» Work task:
If a line in the records below contains the word "index", copy it out.

[Provided data]

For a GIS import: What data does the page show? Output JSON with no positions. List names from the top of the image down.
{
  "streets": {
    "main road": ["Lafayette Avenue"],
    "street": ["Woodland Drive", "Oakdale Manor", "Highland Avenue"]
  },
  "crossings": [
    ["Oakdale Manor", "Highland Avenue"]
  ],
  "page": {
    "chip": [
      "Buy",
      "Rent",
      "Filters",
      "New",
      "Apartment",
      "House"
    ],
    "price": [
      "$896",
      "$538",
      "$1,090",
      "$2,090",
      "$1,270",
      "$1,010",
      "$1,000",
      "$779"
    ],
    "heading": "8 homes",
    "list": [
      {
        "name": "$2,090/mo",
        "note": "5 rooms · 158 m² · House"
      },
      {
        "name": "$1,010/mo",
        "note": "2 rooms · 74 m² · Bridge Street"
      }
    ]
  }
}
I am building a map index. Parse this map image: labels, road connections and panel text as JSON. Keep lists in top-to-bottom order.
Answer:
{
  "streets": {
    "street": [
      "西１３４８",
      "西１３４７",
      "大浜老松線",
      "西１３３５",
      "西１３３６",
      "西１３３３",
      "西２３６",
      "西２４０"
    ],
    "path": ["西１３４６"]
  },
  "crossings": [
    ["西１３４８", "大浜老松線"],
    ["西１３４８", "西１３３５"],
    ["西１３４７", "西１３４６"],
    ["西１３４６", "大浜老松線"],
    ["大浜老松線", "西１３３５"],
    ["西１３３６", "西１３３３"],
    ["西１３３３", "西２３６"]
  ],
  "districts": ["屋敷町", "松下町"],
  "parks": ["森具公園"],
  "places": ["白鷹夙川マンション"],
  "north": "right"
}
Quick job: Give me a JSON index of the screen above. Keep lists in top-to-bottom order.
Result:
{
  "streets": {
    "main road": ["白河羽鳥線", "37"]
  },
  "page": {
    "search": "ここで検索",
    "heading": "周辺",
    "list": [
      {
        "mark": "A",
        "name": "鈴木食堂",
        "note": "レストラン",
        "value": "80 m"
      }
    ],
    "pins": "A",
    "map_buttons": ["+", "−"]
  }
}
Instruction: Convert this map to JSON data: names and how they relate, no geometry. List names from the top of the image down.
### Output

[/Provided data]

» Reply:
I am building a map index. Parse this map image: labels, road connections and panel text as JSON. Keep lists in top-to-bottom order.
Quick job: Give me a JSON index of the screen above. Keep lists in top-to-bottom order.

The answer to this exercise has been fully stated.